Une professionnelle de la santé ougandaise sans papiers, connue sous le nom de Jane, a déclaré qu'elle ne pouvait pas retourner dans son pays, qui a adopté l'année dernière une loi qui emprisonne les personnes s'identifiant comme appartenant à une minorité de genre ou sexuelle, et appelle à la peine de mort pour certains actes homosexuels.
«Quand je marche dans les rues et que je vois la police, mon cœur s'emballe parce que j'ai peur d'être arrêtée et expulsée», a-t-elle témoigné, préférant cacher son nom de famille pour des raisons de sécurité.
Elle raconte qu'elle vit au Canada depuis sept ans, mais qu'elle était toujours maltraitée par des collègues qui ont un statut légal, car ils lui confient plus de travail que ce pour quoi elle est payée. «Ils ont utilisé ma situation pour m'exploiter.

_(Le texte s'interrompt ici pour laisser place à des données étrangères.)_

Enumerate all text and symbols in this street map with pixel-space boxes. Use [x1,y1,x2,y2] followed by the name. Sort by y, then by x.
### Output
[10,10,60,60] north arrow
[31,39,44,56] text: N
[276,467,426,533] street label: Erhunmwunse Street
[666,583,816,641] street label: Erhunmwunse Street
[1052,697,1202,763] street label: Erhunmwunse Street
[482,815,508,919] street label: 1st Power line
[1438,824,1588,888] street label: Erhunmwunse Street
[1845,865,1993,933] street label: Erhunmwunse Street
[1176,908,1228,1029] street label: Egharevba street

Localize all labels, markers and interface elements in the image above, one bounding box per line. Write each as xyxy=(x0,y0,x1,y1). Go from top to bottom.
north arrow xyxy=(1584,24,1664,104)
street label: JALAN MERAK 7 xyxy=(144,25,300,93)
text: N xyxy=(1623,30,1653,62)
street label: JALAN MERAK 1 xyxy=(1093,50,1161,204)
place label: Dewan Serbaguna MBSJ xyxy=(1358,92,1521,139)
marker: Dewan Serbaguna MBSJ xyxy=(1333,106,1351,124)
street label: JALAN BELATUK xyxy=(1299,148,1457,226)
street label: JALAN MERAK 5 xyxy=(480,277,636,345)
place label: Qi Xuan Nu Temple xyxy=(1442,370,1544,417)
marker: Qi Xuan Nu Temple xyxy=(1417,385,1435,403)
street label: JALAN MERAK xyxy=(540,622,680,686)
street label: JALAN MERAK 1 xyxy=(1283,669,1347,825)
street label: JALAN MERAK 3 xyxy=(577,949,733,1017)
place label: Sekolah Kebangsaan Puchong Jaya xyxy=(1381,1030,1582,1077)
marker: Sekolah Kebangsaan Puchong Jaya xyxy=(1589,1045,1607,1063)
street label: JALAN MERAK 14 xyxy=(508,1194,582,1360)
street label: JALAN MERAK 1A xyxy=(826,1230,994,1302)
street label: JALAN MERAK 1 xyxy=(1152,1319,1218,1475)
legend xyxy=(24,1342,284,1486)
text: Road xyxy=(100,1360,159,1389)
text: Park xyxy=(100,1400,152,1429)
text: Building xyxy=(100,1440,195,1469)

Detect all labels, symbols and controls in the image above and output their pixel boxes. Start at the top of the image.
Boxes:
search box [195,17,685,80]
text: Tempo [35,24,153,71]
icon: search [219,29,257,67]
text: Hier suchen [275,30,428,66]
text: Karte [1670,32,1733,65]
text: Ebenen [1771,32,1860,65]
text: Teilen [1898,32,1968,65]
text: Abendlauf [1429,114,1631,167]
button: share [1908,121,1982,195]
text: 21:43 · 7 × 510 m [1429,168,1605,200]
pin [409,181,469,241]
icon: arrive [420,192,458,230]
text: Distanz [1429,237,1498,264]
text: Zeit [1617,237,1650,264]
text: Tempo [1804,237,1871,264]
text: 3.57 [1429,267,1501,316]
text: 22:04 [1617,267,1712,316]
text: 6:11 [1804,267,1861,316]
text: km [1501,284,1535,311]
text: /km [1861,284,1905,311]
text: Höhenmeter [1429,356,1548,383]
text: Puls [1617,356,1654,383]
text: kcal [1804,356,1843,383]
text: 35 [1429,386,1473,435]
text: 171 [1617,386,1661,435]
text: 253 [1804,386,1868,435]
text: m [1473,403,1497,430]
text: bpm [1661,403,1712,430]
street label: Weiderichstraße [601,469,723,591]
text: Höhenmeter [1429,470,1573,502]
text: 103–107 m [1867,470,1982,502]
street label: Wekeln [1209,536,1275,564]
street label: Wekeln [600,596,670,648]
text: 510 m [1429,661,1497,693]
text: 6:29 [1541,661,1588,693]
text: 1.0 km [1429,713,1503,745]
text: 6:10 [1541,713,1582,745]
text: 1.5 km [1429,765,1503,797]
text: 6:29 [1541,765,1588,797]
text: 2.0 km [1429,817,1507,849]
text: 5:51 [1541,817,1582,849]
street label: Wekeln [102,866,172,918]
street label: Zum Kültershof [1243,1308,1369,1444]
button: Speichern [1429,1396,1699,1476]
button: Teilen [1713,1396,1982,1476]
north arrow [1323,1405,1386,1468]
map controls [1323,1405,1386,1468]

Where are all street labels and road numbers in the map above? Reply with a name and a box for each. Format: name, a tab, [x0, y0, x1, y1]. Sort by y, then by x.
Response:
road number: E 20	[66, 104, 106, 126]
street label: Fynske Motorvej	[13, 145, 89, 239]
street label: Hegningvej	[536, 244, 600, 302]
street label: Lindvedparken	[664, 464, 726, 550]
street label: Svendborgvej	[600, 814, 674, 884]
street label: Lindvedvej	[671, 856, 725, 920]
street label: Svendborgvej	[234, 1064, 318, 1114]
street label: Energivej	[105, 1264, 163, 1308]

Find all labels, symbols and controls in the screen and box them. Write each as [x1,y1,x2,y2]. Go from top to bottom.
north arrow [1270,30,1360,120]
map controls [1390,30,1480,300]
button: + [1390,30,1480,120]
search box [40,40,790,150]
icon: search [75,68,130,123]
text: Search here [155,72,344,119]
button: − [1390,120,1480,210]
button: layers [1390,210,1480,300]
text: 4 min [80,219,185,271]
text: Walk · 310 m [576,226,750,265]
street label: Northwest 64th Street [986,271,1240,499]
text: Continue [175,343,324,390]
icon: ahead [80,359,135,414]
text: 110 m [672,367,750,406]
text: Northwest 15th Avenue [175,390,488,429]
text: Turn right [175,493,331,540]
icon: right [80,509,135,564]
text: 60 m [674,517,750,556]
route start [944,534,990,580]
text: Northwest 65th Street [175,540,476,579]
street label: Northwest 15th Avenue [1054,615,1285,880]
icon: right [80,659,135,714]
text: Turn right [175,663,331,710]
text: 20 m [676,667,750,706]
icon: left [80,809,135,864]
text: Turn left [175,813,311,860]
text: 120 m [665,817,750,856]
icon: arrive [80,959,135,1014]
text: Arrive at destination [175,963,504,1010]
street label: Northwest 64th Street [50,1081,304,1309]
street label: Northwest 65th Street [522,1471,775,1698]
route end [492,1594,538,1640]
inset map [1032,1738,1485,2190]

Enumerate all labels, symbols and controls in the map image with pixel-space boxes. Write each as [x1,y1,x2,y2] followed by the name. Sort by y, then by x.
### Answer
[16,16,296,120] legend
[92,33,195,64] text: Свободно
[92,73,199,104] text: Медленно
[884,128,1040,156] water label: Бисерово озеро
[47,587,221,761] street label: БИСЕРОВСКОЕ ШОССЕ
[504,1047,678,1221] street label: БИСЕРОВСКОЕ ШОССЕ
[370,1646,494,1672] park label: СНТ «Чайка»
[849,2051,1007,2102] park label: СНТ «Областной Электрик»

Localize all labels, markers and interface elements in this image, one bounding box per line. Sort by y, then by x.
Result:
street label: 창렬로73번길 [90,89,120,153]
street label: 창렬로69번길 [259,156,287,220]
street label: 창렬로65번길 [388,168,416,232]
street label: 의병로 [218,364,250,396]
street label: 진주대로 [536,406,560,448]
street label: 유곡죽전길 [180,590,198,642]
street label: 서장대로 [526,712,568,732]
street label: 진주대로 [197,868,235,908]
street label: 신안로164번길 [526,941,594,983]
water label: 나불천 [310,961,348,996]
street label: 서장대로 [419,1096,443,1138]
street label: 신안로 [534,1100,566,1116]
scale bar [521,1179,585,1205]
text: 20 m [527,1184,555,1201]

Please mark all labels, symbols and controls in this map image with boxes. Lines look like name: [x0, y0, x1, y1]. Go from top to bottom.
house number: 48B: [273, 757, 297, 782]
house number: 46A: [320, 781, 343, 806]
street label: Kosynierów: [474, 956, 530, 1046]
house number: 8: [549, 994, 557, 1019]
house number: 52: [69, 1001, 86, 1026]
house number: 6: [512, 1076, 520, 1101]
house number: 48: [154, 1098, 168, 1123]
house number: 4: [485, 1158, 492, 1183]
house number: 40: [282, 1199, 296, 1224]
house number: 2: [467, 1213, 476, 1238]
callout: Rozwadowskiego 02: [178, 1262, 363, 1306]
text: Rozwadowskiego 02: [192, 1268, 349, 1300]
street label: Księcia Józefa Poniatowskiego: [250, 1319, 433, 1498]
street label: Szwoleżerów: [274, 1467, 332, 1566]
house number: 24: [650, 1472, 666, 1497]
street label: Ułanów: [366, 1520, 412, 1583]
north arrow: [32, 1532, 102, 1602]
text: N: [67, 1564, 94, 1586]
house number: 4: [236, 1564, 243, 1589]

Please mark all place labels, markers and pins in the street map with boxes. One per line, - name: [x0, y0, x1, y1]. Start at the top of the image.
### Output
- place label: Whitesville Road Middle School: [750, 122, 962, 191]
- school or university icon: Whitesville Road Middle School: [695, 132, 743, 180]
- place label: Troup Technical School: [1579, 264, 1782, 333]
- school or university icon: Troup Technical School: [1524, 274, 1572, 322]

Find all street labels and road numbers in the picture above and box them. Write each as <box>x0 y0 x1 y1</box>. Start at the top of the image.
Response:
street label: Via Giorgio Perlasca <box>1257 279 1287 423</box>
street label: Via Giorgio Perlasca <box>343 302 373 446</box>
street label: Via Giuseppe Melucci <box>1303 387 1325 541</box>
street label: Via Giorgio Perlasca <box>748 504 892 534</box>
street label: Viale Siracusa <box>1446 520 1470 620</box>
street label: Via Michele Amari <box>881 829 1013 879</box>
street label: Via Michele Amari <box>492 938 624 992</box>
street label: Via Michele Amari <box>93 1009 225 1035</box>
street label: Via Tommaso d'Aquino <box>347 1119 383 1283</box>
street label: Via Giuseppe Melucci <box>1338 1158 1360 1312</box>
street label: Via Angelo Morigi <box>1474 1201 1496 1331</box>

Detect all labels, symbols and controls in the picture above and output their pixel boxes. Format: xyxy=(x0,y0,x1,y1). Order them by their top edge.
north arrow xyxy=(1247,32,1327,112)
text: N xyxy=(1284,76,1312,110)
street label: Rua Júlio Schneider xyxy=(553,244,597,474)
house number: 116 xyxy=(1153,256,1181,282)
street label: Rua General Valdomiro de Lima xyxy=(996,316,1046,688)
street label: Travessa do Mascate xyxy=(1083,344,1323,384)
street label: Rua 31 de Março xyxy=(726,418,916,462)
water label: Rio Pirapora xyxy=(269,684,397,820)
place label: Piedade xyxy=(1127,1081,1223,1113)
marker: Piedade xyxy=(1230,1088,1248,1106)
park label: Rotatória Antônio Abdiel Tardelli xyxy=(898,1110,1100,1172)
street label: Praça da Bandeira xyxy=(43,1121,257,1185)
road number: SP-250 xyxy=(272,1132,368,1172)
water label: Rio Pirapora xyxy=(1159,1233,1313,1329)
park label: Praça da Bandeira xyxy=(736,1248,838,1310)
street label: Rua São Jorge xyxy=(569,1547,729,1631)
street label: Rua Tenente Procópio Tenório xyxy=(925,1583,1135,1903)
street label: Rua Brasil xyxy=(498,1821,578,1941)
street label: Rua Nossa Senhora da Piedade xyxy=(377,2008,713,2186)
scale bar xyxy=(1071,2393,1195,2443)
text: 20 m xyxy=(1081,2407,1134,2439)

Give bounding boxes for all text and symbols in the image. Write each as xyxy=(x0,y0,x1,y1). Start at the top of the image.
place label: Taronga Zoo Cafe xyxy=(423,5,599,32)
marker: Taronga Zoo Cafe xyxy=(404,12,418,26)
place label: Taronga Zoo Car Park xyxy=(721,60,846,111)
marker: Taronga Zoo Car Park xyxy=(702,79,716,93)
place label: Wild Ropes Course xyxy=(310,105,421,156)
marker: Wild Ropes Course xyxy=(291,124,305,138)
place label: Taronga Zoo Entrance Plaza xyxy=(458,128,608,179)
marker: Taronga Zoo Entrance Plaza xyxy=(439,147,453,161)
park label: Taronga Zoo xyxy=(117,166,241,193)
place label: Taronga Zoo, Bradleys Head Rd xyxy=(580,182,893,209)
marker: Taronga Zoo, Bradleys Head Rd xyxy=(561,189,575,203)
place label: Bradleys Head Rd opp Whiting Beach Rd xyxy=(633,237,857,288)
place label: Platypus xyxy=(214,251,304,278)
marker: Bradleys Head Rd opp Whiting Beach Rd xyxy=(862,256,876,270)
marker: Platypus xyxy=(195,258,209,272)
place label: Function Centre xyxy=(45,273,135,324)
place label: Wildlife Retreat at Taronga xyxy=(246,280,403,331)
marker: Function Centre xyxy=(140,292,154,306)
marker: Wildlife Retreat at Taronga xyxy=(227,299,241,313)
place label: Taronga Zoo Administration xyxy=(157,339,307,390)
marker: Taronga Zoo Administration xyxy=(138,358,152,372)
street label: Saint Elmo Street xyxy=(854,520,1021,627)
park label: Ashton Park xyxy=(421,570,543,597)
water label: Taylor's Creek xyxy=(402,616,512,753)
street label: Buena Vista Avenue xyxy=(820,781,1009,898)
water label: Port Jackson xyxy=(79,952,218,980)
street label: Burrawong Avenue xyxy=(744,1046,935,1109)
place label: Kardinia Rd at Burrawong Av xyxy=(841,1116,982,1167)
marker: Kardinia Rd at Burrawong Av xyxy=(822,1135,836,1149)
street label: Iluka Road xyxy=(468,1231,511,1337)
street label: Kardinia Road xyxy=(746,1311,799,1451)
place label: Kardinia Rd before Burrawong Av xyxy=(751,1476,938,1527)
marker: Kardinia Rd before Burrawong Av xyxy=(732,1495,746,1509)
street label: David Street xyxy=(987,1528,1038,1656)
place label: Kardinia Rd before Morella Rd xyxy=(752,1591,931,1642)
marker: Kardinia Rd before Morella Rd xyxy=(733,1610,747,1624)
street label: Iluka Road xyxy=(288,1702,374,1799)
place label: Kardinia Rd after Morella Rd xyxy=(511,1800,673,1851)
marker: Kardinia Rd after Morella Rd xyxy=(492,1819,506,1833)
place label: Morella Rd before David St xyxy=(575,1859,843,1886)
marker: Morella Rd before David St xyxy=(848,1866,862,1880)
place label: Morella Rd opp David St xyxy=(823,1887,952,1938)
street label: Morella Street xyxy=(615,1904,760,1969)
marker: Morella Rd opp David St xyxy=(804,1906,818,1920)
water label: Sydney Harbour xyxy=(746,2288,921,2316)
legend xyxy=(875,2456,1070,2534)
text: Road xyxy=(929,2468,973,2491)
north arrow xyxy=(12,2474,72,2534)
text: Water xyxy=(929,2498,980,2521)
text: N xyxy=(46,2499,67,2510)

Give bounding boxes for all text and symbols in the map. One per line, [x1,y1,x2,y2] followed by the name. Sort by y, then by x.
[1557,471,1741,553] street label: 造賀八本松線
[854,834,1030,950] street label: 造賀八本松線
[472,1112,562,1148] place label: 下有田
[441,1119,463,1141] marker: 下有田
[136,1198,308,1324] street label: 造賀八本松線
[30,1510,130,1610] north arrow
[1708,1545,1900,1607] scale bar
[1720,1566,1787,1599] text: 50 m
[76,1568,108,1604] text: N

Eux ont le droit de parler à leurs patrons en raison de leur statut, mais pas moi», a-t-elle relaté.
Le ministère de l’Immigration a déjà mené des projets pilotes à court terme, comme le programme Anges gardiens pendant la pandémie de COVID-19, qui a permis à 8500 demandeurs d’asile en attente ou déboutés qui travaillaient dans le domaine des soins directs aux patients, ou aux membres de leur famille, d’obtenir la résidence permanente.
Un autre programme pour la région du Grand Toronto, appelé Politique publique pour les travailleurs de la construction sans statut, avait permis à 441 travailleurs et 588 personnes à leur charge d'accéder à la résidence permanente en août dernier.